Blizzard-like conditions are said to be upon us for at least the next 24 hours, and though I’m cozy at home with plenty of movies to keep me entertained and food to keep me fed, I find myself drained thinking about work. I struggle to prove to myself that I’m not a workaholic, but work seems to be my primary stressor these days. I find myself worried about whether I’ll make the right decisions. Whether my efforts will be seen as such. Whether I will be a good leader here.
And it’s not that I haven’t been just fine elsewhere. I’ve certainly been challenged, and I think I ultimately handled myself well. I learned some important lessons along the way, personally and professionally. It’s just… I find myself waning. Questioning what I really want, whether I’m really happy or just happened to find something I’m relatively good at. Do I see this as a job or a career? It makes a difference.
In my mind, if I’m going to work 7 days a week, I want it to be something that I love. I’m not loving this, and if I’m really honest with myself, I haven’t loved this for a year or two. When you love what you do, it doesn’t feel so forced. Right?
Is it time for something new? Is it time to take some risks? Am I ready? I’m not really sure.
Per my usual, I’ll pray about it and mull it over.
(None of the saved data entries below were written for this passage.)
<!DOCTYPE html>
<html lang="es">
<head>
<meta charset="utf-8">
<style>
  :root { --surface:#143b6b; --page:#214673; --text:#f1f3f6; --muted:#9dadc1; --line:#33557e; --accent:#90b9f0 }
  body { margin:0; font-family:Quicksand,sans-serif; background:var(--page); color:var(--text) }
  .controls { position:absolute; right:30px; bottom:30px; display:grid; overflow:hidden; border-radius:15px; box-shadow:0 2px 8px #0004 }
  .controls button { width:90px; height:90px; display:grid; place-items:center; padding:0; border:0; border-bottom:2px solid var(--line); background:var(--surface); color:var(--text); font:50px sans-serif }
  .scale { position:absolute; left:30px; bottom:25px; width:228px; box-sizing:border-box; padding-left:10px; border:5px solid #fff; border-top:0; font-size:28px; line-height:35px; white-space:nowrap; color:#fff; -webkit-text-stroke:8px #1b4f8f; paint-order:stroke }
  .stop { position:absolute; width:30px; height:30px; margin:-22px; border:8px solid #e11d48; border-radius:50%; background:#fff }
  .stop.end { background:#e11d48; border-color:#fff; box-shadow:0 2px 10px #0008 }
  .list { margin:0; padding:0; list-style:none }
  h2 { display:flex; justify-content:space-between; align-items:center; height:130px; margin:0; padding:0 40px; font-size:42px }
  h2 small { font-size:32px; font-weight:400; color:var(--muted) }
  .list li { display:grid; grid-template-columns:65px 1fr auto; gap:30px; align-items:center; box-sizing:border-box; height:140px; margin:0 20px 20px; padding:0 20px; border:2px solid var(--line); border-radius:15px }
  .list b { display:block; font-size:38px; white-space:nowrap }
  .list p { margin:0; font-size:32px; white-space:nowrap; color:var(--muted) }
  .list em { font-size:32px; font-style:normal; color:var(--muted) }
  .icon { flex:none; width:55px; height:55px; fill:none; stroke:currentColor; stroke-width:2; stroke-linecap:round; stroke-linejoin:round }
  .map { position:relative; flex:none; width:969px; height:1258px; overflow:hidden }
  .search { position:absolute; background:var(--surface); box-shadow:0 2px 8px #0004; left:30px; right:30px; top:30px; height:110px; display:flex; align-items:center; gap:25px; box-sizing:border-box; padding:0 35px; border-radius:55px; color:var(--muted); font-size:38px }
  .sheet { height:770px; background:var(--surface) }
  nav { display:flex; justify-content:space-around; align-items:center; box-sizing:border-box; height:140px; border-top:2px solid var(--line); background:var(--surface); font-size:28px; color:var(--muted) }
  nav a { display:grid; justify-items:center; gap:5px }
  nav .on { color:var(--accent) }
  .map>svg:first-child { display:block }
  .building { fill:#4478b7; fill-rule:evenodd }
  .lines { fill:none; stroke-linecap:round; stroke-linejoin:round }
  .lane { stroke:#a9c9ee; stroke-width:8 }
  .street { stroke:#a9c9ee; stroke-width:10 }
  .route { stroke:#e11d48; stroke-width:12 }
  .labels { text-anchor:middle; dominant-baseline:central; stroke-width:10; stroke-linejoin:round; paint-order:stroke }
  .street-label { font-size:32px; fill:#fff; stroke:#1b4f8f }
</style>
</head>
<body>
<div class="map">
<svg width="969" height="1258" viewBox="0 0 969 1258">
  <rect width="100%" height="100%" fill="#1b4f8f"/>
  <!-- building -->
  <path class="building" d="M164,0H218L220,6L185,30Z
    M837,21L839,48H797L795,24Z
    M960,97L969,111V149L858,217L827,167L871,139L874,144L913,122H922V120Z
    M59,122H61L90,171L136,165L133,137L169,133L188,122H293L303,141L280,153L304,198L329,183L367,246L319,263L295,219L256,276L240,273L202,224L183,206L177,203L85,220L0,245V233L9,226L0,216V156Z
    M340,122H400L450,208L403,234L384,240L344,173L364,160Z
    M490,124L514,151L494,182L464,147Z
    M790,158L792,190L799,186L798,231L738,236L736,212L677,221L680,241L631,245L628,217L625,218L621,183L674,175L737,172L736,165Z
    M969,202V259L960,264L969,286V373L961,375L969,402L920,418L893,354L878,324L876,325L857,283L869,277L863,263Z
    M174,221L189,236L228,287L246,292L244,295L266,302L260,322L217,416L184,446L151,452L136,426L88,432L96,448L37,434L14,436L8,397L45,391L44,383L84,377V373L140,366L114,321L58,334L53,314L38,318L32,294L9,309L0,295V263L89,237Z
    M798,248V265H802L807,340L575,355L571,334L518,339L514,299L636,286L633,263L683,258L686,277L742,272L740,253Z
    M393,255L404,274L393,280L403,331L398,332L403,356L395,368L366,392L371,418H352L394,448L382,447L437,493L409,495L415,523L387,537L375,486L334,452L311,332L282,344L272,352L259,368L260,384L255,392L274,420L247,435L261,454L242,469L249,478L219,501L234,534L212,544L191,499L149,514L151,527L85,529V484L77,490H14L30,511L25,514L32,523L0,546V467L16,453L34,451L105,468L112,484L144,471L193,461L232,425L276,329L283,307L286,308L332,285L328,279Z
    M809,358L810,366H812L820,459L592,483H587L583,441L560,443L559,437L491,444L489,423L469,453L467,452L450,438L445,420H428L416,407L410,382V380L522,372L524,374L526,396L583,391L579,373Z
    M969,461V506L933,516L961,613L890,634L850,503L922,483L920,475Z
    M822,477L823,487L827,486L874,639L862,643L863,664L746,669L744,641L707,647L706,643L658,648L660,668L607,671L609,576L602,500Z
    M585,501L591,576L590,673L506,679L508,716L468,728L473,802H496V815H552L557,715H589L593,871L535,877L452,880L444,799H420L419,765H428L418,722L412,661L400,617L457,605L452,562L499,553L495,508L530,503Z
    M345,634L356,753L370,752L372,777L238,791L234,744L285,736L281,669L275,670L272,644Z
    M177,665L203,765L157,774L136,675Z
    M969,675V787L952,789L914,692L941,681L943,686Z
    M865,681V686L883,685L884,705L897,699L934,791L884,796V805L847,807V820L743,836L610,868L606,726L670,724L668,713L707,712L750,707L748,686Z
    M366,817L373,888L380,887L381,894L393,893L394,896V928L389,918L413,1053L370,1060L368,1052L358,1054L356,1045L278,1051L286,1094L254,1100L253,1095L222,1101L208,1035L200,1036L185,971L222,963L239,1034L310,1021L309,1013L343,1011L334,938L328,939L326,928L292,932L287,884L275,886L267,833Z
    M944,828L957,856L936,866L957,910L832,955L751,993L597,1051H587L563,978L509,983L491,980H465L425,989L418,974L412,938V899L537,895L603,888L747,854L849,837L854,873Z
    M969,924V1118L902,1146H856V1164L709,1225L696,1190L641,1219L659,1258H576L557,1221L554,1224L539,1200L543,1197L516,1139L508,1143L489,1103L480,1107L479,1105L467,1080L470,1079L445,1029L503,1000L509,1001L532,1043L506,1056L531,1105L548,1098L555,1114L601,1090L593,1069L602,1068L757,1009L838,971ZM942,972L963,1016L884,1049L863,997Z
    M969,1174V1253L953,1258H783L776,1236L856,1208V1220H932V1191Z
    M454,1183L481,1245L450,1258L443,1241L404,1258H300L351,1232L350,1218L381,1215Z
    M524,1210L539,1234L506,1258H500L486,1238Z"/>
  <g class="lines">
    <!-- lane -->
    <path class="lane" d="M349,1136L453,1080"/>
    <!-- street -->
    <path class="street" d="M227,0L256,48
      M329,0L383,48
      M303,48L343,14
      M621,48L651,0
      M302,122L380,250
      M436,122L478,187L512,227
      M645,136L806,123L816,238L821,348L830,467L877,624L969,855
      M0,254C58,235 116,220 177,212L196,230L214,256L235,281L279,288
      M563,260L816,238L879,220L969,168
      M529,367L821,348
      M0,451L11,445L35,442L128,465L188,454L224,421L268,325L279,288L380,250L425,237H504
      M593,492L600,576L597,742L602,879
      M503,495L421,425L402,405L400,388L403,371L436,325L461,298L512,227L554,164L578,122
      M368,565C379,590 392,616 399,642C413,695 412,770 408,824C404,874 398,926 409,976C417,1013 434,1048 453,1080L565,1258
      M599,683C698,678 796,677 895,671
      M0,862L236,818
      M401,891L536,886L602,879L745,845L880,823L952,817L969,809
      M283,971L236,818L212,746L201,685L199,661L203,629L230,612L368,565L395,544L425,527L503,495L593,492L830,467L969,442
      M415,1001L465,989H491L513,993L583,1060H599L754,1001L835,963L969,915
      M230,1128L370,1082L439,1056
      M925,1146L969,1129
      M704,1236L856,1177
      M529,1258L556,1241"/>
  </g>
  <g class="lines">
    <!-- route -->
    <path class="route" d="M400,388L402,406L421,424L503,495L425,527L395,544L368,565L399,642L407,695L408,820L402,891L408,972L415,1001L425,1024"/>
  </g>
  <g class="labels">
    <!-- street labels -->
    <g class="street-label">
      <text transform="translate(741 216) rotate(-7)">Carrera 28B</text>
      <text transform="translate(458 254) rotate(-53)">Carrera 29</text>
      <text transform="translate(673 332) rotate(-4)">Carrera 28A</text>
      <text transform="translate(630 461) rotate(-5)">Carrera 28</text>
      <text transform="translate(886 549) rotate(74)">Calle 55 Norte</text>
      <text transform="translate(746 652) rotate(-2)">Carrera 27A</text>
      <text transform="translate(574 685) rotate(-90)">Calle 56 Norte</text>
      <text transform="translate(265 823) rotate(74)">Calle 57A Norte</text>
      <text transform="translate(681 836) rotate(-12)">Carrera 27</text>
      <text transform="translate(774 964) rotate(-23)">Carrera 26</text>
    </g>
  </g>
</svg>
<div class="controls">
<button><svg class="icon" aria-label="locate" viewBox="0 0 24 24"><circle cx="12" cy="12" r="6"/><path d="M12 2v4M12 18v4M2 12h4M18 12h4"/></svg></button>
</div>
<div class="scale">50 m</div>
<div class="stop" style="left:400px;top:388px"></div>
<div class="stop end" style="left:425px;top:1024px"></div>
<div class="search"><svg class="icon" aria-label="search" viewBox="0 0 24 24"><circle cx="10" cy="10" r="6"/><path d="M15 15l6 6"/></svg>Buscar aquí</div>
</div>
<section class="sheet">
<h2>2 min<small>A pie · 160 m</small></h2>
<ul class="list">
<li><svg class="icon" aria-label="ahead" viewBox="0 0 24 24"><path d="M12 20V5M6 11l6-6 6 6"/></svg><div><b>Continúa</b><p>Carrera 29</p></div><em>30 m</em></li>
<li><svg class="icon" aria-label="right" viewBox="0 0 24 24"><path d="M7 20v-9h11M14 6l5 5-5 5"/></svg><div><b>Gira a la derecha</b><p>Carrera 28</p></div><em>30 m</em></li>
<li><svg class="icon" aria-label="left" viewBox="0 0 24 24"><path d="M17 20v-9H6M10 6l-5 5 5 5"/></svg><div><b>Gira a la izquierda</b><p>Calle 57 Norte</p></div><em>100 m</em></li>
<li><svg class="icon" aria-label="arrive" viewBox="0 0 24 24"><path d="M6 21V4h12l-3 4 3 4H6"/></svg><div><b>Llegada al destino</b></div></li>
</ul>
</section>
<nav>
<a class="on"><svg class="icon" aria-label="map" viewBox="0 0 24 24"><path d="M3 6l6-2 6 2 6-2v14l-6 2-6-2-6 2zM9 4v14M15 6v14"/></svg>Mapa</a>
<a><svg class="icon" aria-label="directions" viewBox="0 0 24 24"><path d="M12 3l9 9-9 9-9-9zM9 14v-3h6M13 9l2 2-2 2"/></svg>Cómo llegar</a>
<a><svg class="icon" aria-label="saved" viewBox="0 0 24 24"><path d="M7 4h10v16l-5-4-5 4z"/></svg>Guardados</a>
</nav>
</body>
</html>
I never make rash or uninformed decisions. And who knows, maybe this is just a season, and the tides will turn for the better.
A friend of mine talked to me last week and helped me put some things into perspective; made me think about where I am and what I prioritize. What can I be doing to affect the change that I want to see? As much as I’d like to believe all of my motivation is due to my most recent muse (who may be a done deal at this point, who knows), the talk I had with my friend still weighs heavily on my mind. Lovers tell you what you think you need to hear (which is really what you want to hear), but friends tell you the truth. It may be a hard truth, it may be a humbling experience, it may show you where you where you went wrong. You may have to swallow your pride. The important thing is, coming from a friend, it’s always meant to build you up and steer you in the right direction.
If I’m not prioritizing myself, putting first those things that I really want to do/achieve, how can I really be happy with all of this other stuff? How can I meet the personal goals I’ve set for myself? How can you publish something you never finish? What’s a reasonable amount of time that I can devote to myself and my craft? Heavy stuff, my friend, but you were right on time.